Freedom Forum Sucks Journalism Dry With $1.4 Million Bonuses
The Freedom Forum is a nonpartisan, international foundation dedicated to the promotion of free speech, and its Newseum, in Washington D.C., chronicles five centuries of news history.
Yet while journalism flounders to stay in the black, executives at the Freedom Forum are raking in the big bucks. According to a blog post written yesterday by Jim Hopkins–a former USA Today reporter who now writes the Gannett Blog–the Freedom Forum paid a total of $1.4 million in bonuses to top employees in 2008. Chairman and CEO Charles Overby received a compensation package that totaled $991,044. The president, Peter Pritchard, got $665,927.

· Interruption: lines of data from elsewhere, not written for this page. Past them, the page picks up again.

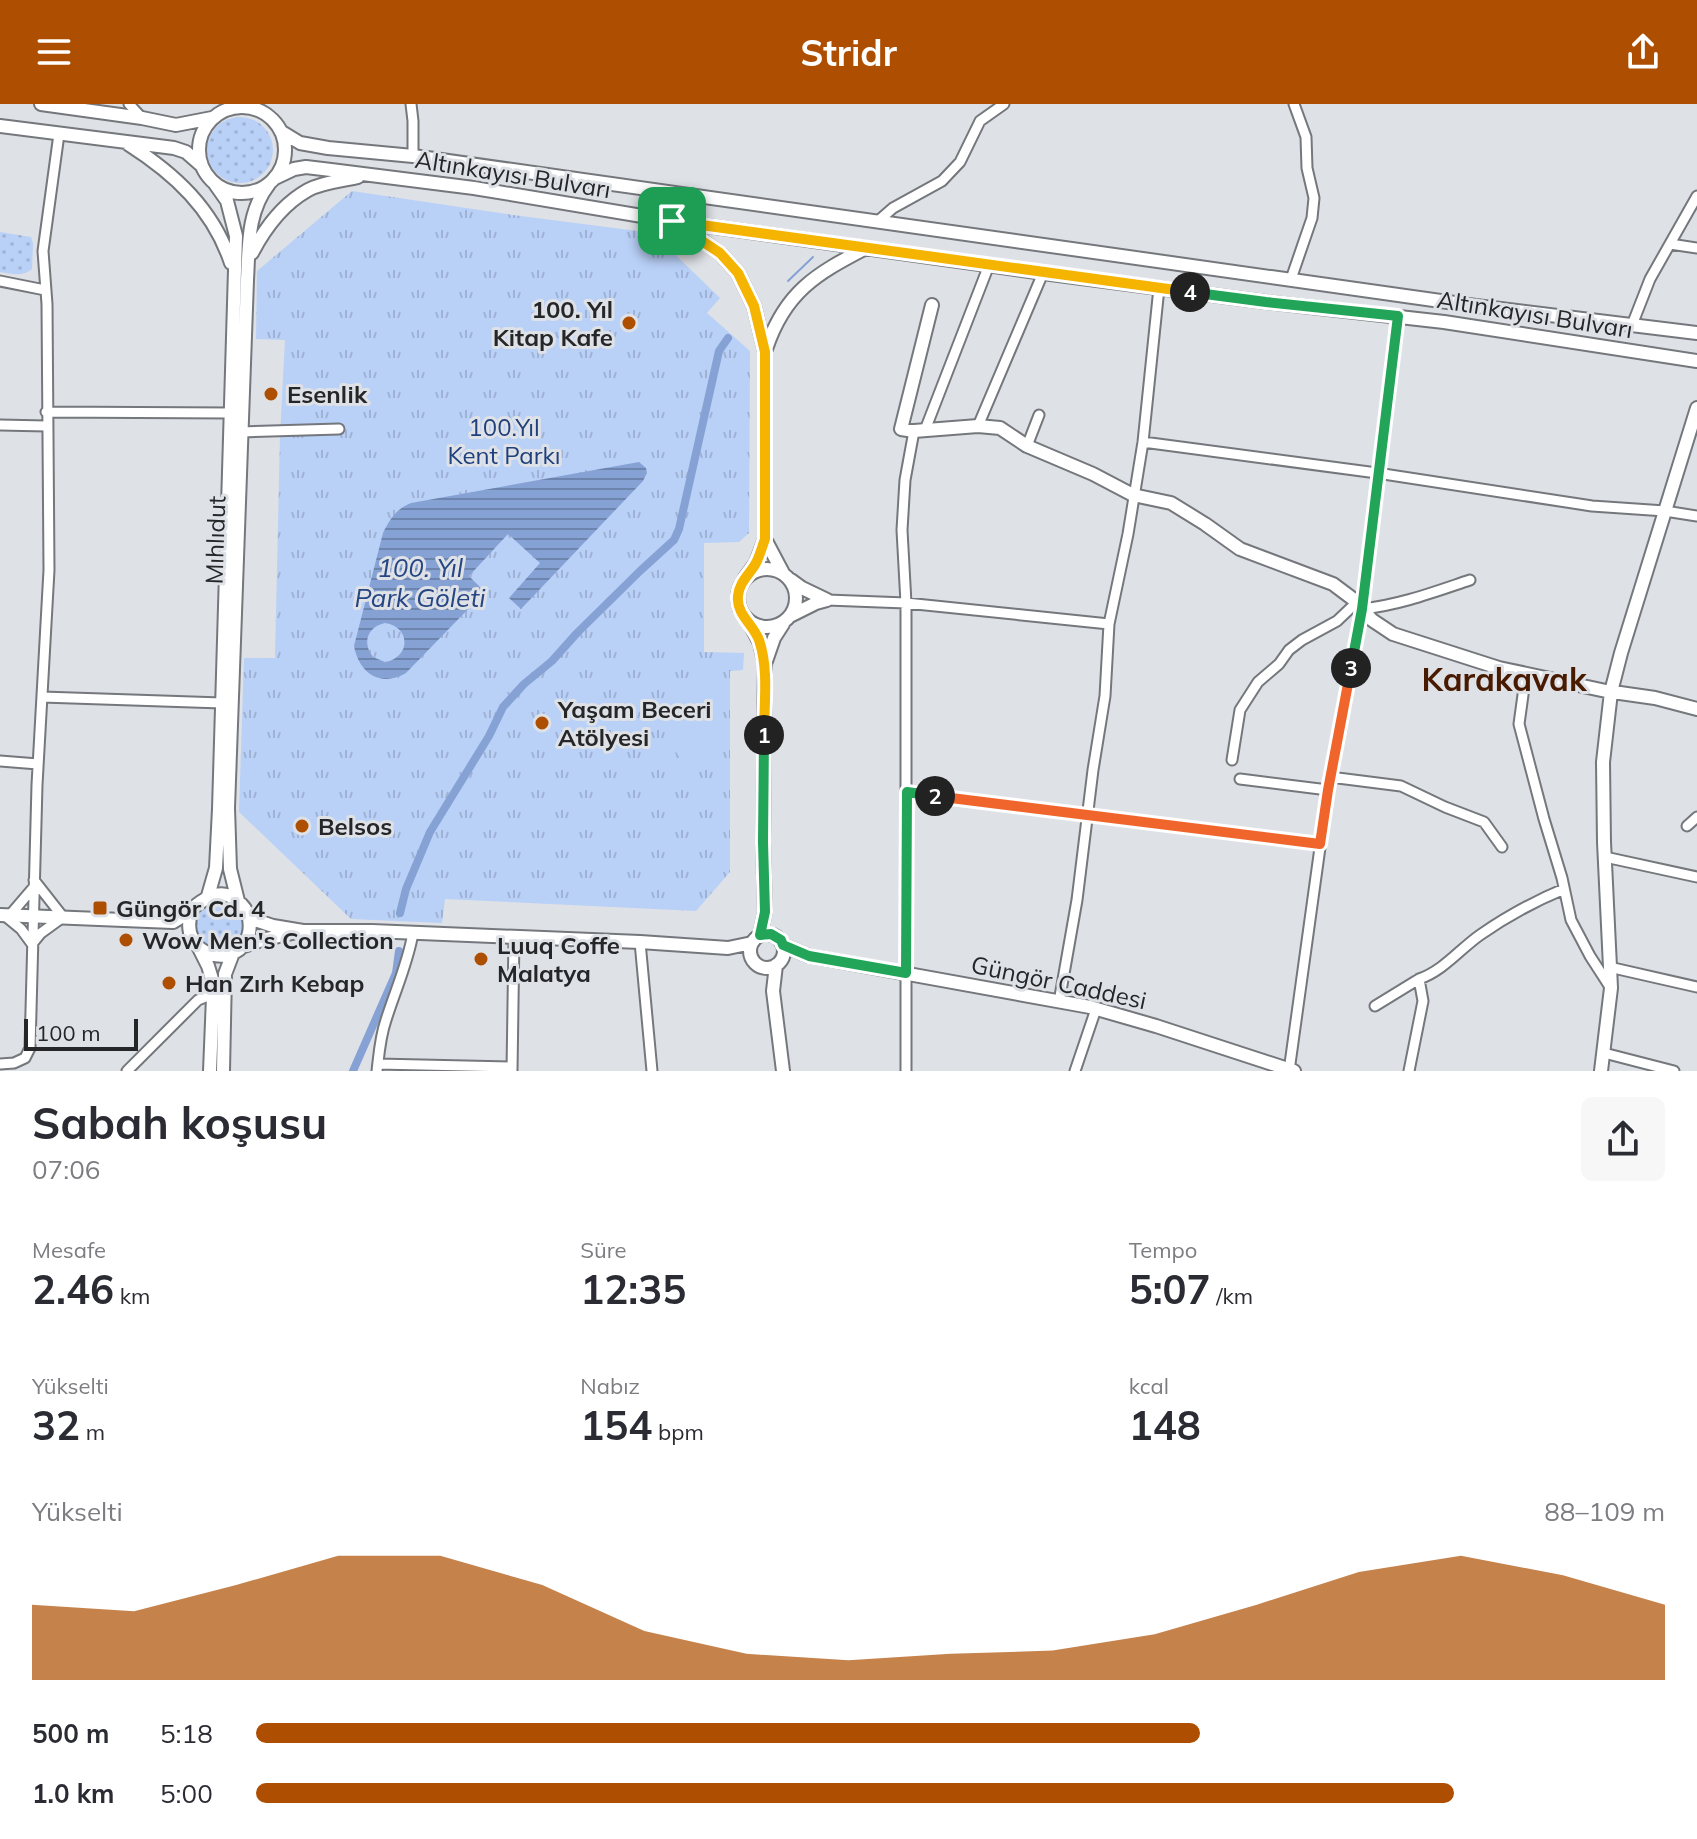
<!DOCTYPE html>
<html lang="tr">
<meta charset="utf-8">
<style>
body{margin:0;font-family:Mulish,sans-serif;background:#f7f7f7;color:#2b2b33;height:100vh;display:flex;flex-direction:column;font-size:30px;white-space:nowrap}
*{box-sizing:border-box;margin:0}
p{font-size:26px;color:#7c7c81}
.icon{flex:none;width:44px;height:44px;fill:none;stroke:currentColor;stroke-width:2;stroke-linecap:round;stroke-linejoin:round}
.map{position:relative;height:967px;overflow:hidden}
.panel{display:flex;flex-direction:column;background:#fff;flex:1}
.panel>*{flex:none}
.scale{position:absolute;left:24px;bottom:20px;width:114px;box-sizing:border-box;padding-left:8px;border:4px solid #252628;border-top:0;font-size:22px;line-height:28px;white-space:nowrap;color:#252628;-webkit-text-stroke:6px #dee1e6;paint-order:stroke}
.pin{position:absolute;display:grid;place-items:center;width:68px;height:68px;color:#fff;margin:-34px;border-radius:16px;box-shadow:0 4px 12px #0006}
.km{position:absolute;width:40px;height:40px;margin:-20px;border-radius:50%;background:#222;color:#fff;font-size:22px;line-height:40px;text-align:center}
.round{display:grid;place-items:center;flex:none;width:84px;height:84px;border-radius:12px;background:#f7f7f7}
.overview{display:flex;align-items:center;justify-content:space-between;height:136px;padding:0 32px}
h1{font-size:44px;font-weight:700;line-height:60px}
.figures{display:grid;grid-template-columns:repeat(3,1fr);gap:12px;height:136px;padding:8px 32px}
.figures div{display:grid;align-content:center}
.figures b{font-size:40px;font-weight:700}
.figures small{font-size:22px;font-weight:400}
.figures p{font-size:22px}
.chart{height:224px;padding:16px 32px}
.chart p{display:flex;justify-content:space-between}
.chart svg{width:100%;height:144px;margin-top:8px;fill:#ae4e00;opacity:.7}
ul{padding:0 32px;list-style:none;font-size:26px}
li{display:grid;grid-template-columns:128px 96px 1fr;align-items:center;height:60px}
li i{height:20px;border-radius:10px;background:#ae4e00}
header{display:flex;justify-content:space-between;align-items:center;height:104px;padding:0 32px;background:#ae4e00;color:#fff;font-size:36px;font-weight:700}
.map>svg:first-child{display:block}
</style>
<header><svg class="icon" aria-label="menu" viewBox="0 0 24 24"><path d="M4 6h16M4 12h16M4 18h16"/></svg>Stridr<svg class="icon" aria-label="share" viewBox="0 0 24 24"><path d="M12 15V3M7 8l5-5 5 5M5 13v7h14v-7"/></svg></header>
<div class="map">
<svg width="1697" height="967" viewBox="0 0 1697 967">
<defs>
<pattern id="grass-dots" width="8" height="8" patternUnits="userSpaceOnUse" patternTransform="scale(2)"><rect width="8" height="8" fill="#b9d0f7"/><path d="M2 2h.1M6 6h.1" fill="none" stroke="#9fb2d4" stroke-width="1.8" stroke-linecap="round"/></pattern>
<pattern id="park-tufts" width="24" height="20" patternUnits="userSpaceOnUse" patternTransform="scale(2)"><rect width="24" height="20" fill="#b9d0f7"/><path d="M3 7l-1-3M5 7V3M7 7l1-3M15 17l-1-3M17 17v-4M19 17l1-3" fill="none" stroke="#9fb2d4"/></pattern>
<pattern id="water-rules" width="6" height="5" patternUnits="userSpaceOnUse" patternTransform="scale(2)"><rect width="6" height="5" fill="#86a2d5"/><path d="M0 2.5h6" fill="none" stroke="#6d84ad"/></pattern>
</defs>
<rect width="100%" height="100%" fill="#dee1e6"/>
<path fill="url(#grass-dots)" d="M207 46a33 33 0 1 1 66 0a33 33 0 1 1-66 0Z
M0,128L31,133L33,139L32,165C22,173 13,170 0,168Z
M196 822a24 24 0 1 1 48 0a24 24 0 1 1-48 0Z"/>
<path fill="url(#park-tufts)" d="M352,87L513,111L653,129L720,194L707,209L750,247L749,429L739,438L704,439V548L744,549L743,566L730,567V768L696,807L445,795L442,819L351,815L239,708L244,554H275L280,332L285,236L256,235L257,167Z"/>
<path fill="#b9d0f7" d="M678,578H704V582H716L715,656L704,665L690,663L671,643L673,641L668,635L667,593L677,592Z"/>
<path fill="url(#water-rules)" fill-rule="evenodd" d="M639,358L646,364L647,369L643,377L521,505L509,494L540,459L508,430L469,472L483,486L474,499L406,569C380,584 359,569 354,542L383,429C390,415 396,405 411,399ZM385,519C411,523 411,553 385,558L373,553C362,539 367,523 385,519Z"/>
<g fill="none" stroke-linecap="round" stroke-linejoin="round">
<path stroke="#86a2d5" stroke-width="2" d="M788,177L813,153"/>
<path stroke="#86a2d5" stroke-width="8" d="M400,809L406,785L430,728L489,632L503,603L524,580L552,557L577,529L640,467L674,436L679,425L719,247L728,234
M353,967L396,869L399,847"/>
<defs>
<path id="street" d="M129,0L142,14
M411,0L413,17V52
M877,118L893,104L942,77L960,58L980,17L1004,0
M1670,140L1697,144
M1291,175L1312,114L1314,94L1307,64L1306,33L1294,0
M0,177L45,186
M1632,221L1650,175L1697,92
M46,308L230,309
M0,321L46,322
M978,322L1043,169
M925,326L989,161
M914,327L905,376L902,426L906,499L1109,520
M241,328L339,325
M1143,338L1377,369L1592,402L1665,407L1697,412
M1027,342L1039,311
M827,496L906,499V967
M1362,505C1400,501 1434,488 1470,476
M1526,569L1519,620L1544,715L1562,774L1571,816L1590,852L1610,883
M42,593L222,599
M1232,656L1240,606L1258,578L1279,560L1289,546L1302,536L1337,517L1357,498
M0,657L38,660
M1330,673L1401,682L1445,703L1484,718L1502,743
M1240,675L1328,686L1289,967
M1328,686L1362,505L1398,212
M907,688L1320,740
M1687,722L1697,713
M1605,753L1697,773
M4,811L21,825L32,840L41,829L63,813L34,776
M10,811L34,783
M640,838L652,967
M1609,863L1697,883
M1059,898L1077,796L1093,666L1105,592L1109,520L1128,430L1143,338L1159,184
M1375,902L1419,875
M1604,949L1674,967
M0,960L14,959L25,954L30,944L37,681L49,466L47,200L43,147L59,30
M378,960L512,963
M127,967L198,896L213,890
M377,967C379,950 380,933 386,916C395,887 408,859 413,829
M512,967L514,833
M1075,967L1096,905
M1409,967L1423,897L1419,875C1443,867 1460,845 1480,831C1506,813 1535,797 1564,785"/>
<path id="secondary" d="M41,0L142,14L176,21L212,14
M199 46a43 43 0 1 1 86 0a43 43 0 1 1-86 0Z
M0,22L174,44L186,48L202,62
M282,28L300,39L328,44L413,52L1476,202L1697,229
M128,40C175,70 213,105 231,159
M275,74L294,65L306,63L331,66L474,84L672,117L1043,169L1266,198L1444,218L1697,257
M678,120L720,149L738,169L754,202L765,248V435L756,459L745,474
M252,149C265,124 283,100 308,86C323,78 342,77 358,73
M932,201L901,325L914,327L978,322L1000,324L1027,342L1093,370L1133,391L1171,399L1205,420L1240,445L1333,480L1357,498L1372,516L1393,530L1499,564L1606,587L1655,594L1697,605
M766,245C785,188 816,170 866,144
M765,435L783,469
M738 494a29 29 0 1 1 58 0a29 29 0 1 1-58 0Z
M791,476L802,484L827,496
M790,512L816,499L827,496
M749,518L760,539L765,561L763,738L765,808L760,831
M766,557L774,534L783,520
M208,792L216,764L219,705L236,132L227,97L215,80
M238,797L230,765L228,704L247,176C249,142 247,108 269,80
M0,811L173,818
M249,814L273,822L303,827H372L640,838L728,844L752,839
M173,818C179,814 188,810 193,804C208,791 225,783 241,800C249,808 251,818 249,829C240,869 175,853 192,806
M750 847a17 17 0 1 1 34 0a17 17 0 1 1-34 0Z
M783,841L809,852L1090,903L1156,922L1294,967
M241,843L262,836L292,829
M199,844L208,862L212,875L213,893L210,967
M776,861L773,887L783,967
M223,967L225,870L233,849
M1601,967L1611,884L1604,738L1603,658L1611,588L1621,549L1697,304"/>
</defs>
<use href="#street" stroke="#74777b" stroke-width="13"/>
<use href="#secondary" stroke="#74777b" stroke-width="16"/>
<use href="#street" stroke="#fff" stroke-width="9"/>
<use href="#secondary" stroke="#fff" stroke-width="12"/>
</g>
<g fill="none" stroke-linecap="round" stroke-linejoin="round">
<defs>
<path id="split-1" d="M672,117L720,149L738,169L754,202L765,248V435C762,443 760,451 756,459C750,470 739,478 738,492C736,510 753,520 759,536C769,565 764,600 764,631"/>
<path id="split-2" d="M764,631L763,738L765,808L760,831L771,830L781,836L783,841L809,852L906,869L907,688L935,692"/>
<path id="split-3" d="M935,692L1320,740L1328,686L1351,564"/>
<path id="split-4" d="M1190,188L1266,198L1398,212L1362,505L1351,564"/>
<path id="split-5" d="M672,117L1190,188"/>
</defs>
<use href="#split-1" stroke="#fff" stroke-width="16"/>
<use href="#split-2" stroke="#fff" stroke-width="16"/>
<use href="#split-3" stroke="#fff" stroke-width="16"/>
<use href="#split-4" stroke="#fff" stroke-width="16"/>
<use href="#split-5" stroke="#fff" stroke-width="16"/>
<use href="#split-1" stroke="#f5b400" stroke-width="10"/>
<use href="#split-2" stroke="#22a559" stroke-width="10"/>
<use href="#split-3" stroke="#f0652b" stroke-width="10"/>
<use href="#split-4" stroke="#22a559" stroke-width="10"/>
<use href="#split-5" stroke="#f5b400" stroke-width="10"/>
</g>
<g fill="#ae4e00" stroke="#dee1e6" stroke-width="3">
<circle cx="629" cy="219" r="8"/>
<circle cx="271" cy="290" r="8"/>
<circle cx="542" cy="619" r="8"/>
<circle cx="302" cy="722" r="8"/>
<rect x="92" y="796" width="16" height="16" rx="4"/>
<circle cx="126" cy="836" r="8"/>
<circle cx="481" cy="855" r="8"/>
<circle cx="169" cy="879" r="8"/>
</g>
<g text-anchor="middle" dominant-baseline="central" stroke-width="6" stroke-linejoin="round" paint-order="stroke">
<g font-size="24" fill="#252628" stroke="#dee1e6">
<text transform="translate(513 70) rotate(9)">Altınkayısı Bulvarı</text>
<text transform="translate(1535 210) rotate(9)">Altınkayısı Bulvarı</text>
<text transform="translate(215 436) rotate(-88)">Mıhlıdut</text>
<text transform="translate(1059 878) rotate(12)">Güngör Caddesi</text>
</g>
<g font-size="24" font-weight="bold" fill="#252628" stroke="#dee1e6" text-anchor="start">
<text x="613" y="205" text-anchor="end">100. Yıl<tspan x="613" dy="28">Kitap Kafe</tspan></text>
<text x="287" y="290">Esenlik</text>
<text x="558" y="605">Yaşam Beceri<tspan x="558" dy="28">Atölyesi</tspan></text>
<text x="318" y="722">Belsos</text>
<text x="116" y="804">Güngör Cd. 4</text>
<text x="142" y="836">Wow Men's Collection</text>
<text x="497" y="841">Luuq Coffe<tspan x="497" dy="28">Malatya</tspan></text>
<text x="185" y="879">Han Zırh Kebap</text>
</g>
<g font-size="24" fill="#20407d" stroke="#dee1e6">
<text x="504" y="323">100.Yıl<tspan x="504" dy="28">Kent Parkı</tspan></text>
</g>
<g font-size="26" font-style="italic" fill="#254583" stroke="#dee1e6">
<text x="420" y="463">100. Yıl<tspan x="420" dy="30">Park Göleti</tspan></text>
</g>
<g font-size="32" font-weight="bold" fill="#481a00" stroke="#dee1e6">
<text x="1504" y="575">Karakavak</text>
</g>
</g>
</svg>
<div class="scale">100 m</div>
<div class="pin" style="left:672px;top:117px;background:#1e9e55"><svg class="icon" aria-label="arrive" viewBox="0 0 24 24"><path d="M6 21V4h12l-3 4 3 4H6"/></svg></div>
<b class="km" style="left:764px;top:631px">1</b>
<b class="km" style="left:935px;top:692px">2</b>
<b class="km" style="left:1351px;top:564px">3</b>
<b class="km" style="left:1190px;top:188px">4</b>
</div>
<section class="panel">
<div class="overview"><div><h1>Sabah koşusu</h1><p>07:06</p></div><a class="round"><svg class="icon" aria-label="share" viewBox="0 0 24 24"><path d="M12 15V3M7 8l5-5 5 5M5 13v7h14v-7"/></svg></a></div>
<div class="figures">
<div><p>Mesafe</p><b>2.46<small> km</small></b></div>
<div><p>Süre</p><b>12:35</b></div>
<div><p>Tempo</p><b>5:07<small> /km</small></b></div>
</div>
<div class="figures">
<div><p>Yükselti</p><b>32<small> m</small></b></div>
<div><p>Nabız</p><b>154<small> bpm</small></b></div>
<div><p>kcal</p><b>148</b></div>
</div>
<div class="chart"><p><span>Yükselti</span>88–109 m</p>
<svg viewBox="0 0 160 44" preserveAspectRatio="none"><path d="M0 44V21L10 23L20 15L30 6L40 6L50 15L60 29L70 36L80 38L90 36L100 35L110 30L120 21L130 11L140 6L150 12L160 21V44z"/></svg>
</div>
<ul>
<li><b>500 m</b>5:18<i style="width:67%"></i></li>
<li><b>1.0 km</b>5:00<i style="width:85%"></i></li>
</ul>
</section>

The average salary for a journalist with 20 years experience? $77,000. Maximum.
Though the comment thread on that post devolved into an argument about the relevancy of Freedom Forum and Hopkin’s blog, a few readers managed to highlight the real irony in the fact that the Freedom Forum doles out massive compensation while the news–their entire mission–faces a shaky economic trajectory. Even the foundation’s endowment dive-bombed in ’08, suffering “multimillion-dollar losses” and beginning a series of layoffs at the Newseum that stretched into 2009.
Hopkins calls the Freedom Forum a nonprofit. Its website simply claims nonpartisan. Either way, those bonuses are ridiculous. If the Freedom Forum wants to stock the Newseum with something more than artifacts, they may want to start directing some of those bonuses towards saving the news.